ESPN Drops Out of PBS Project on NFL Head Injuries
By Lynn Elber AP Television Writer | 8/26/2013, 10:23 a.m.
"Frontline" had been working closely with ESPN's senior vice president and news director Vince Doria and senior producer Dwayne Bray, with no indication of discord until last Friday, she said.
The two-part "League of Denial," airing Oct. 8 and 15, draws on reporting by Steve Fainaru and Mark Fainaru Wada, ESPN reporters and brothers who have a forthcoming book on the subject, and original "Frontline" reporting.
The authors and their work will remain part of the documentary, said Aronson and Fanning.

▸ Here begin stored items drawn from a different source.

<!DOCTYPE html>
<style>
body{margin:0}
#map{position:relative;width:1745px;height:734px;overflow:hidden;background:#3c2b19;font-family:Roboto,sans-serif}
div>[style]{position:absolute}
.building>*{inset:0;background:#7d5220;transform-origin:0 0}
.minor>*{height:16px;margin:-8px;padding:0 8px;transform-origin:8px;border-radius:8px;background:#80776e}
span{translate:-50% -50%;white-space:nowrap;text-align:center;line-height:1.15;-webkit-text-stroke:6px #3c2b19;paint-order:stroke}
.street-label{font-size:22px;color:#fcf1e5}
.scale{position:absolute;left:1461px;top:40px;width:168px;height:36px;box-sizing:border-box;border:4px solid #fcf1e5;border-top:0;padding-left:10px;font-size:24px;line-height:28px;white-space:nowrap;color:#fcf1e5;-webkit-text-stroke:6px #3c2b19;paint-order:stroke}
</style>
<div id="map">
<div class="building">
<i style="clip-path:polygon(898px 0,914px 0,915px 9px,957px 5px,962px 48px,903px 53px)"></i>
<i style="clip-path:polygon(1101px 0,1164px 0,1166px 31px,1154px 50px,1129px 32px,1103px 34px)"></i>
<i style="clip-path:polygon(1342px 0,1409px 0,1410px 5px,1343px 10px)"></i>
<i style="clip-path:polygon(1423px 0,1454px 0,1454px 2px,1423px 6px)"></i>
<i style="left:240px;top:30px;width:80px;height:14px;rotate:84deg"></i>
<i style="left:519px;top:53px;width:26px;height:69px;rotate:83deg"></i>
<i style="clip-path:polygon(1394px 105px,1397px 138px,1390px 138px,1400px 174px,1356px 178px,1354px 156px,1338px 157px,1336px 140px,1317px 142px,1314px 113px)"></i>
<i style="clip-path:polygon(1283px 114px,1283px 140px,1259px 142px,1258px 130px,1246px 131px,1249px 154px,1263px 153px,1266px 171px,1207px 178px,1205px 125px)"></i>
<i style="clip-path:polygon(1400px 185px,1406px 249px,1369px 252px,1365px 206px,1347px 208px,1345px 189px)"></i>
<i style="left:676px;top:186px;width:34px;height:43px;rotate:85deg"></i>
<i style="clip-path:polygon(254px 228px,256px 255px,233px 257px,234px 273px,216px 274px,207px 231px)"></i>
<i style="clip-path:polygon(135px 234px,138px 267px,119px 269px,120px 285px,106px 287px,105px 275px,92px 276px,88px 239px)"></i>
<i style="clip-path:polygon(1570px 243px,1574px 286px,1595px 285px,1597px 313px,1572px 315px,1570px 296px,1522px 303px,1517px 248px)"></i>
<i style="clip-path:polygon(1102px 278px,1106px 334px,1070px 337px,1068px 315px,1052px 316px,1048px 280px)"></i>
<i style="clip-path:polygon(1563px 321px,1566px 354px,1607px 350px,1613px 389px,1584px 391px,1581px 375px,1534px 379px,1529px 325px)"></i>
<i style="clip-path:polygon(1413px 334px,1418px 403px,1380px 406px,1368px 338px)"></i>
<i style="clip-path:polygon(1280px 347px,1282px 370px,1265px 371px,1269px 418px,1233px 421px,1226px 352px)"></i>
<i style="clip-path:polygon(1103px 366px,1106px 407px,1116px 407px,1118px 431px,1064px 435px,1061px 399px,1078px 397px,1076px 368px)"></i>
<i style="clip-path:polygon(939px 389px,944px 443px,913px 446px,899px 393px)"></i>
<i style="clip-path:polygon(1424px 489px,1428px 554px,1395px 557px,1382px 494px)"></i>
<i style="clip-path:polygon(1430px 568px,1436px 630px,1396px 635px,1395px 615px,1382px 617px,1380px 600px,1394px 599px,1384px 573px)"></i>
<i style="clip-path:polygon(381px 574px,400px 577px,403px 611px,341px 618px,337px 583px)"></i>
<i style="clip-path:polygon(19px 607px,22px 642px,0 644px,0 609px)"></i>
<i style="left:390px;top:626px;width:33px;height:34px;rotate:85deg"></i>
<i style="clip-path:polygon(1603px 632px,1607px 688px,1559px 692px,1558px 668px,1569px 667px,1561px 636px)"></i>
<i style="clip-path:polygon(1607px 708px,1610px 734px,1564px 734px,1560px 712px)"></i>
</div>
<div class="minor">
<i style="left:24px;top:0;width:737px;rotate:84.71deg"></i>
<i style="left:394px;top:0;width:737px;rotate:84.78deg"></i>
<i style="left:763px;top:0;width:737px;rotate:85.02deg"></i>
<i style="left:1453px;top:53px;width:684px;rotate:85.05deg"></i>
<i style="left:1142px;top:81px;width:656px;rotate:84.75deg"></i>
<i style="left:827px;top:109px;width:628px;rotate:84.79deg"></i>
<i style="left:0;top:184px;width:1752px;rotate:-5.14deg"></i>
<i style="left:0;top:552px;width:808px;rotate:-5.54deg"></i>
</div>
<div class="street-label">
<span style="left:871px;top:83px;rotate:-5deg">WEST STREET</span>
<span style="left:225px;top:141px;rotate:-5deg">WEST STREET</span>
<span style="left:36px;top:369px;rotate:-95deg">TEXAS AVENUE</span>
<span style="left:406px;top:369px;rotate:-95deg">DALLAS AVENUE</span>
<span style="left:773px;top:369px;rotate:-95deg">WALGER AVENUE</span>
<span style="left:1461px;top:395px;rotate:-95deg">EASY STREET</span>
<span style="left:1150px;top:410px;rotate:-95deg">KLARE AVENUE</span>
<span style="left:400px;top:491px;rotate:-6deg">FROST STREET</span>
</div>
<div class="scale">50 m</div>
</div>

"The film is still being edited and has not been seen by ESPN news executives, although we were on schedule to share it with them for their editorial input," the producers said, adding that the two-part documentary will meet the "rigorous" standards of fairness, accuracy and depth practiced by "Frontline."
At a Television Critics Association news conference earlier this month, Bray was queried about ESPN's work on the film given its business relationship with the NFL and responded by calling ESPN a "bifurcated company."
"You do have the business partners on one side, but you also have the editorial production side," Bray said, adding that "Frontline" is the "gold standard" of long-form investigative documentaries and ESPN is the same for sports journalism.
"So we respect Frontline greatly. They respect us. And the NFL is going to have to understand that," he said.
The NFL calls player safety a top priority and insists injury claims should be handled through league arbitration, in accord with the collective bargaining agreement.
The league has instituted safety measures that include rules changes designed to eliminate hits to the head and neck, protect defenseless players, and prevent concussed players from playing or practicing until they are fully recovered.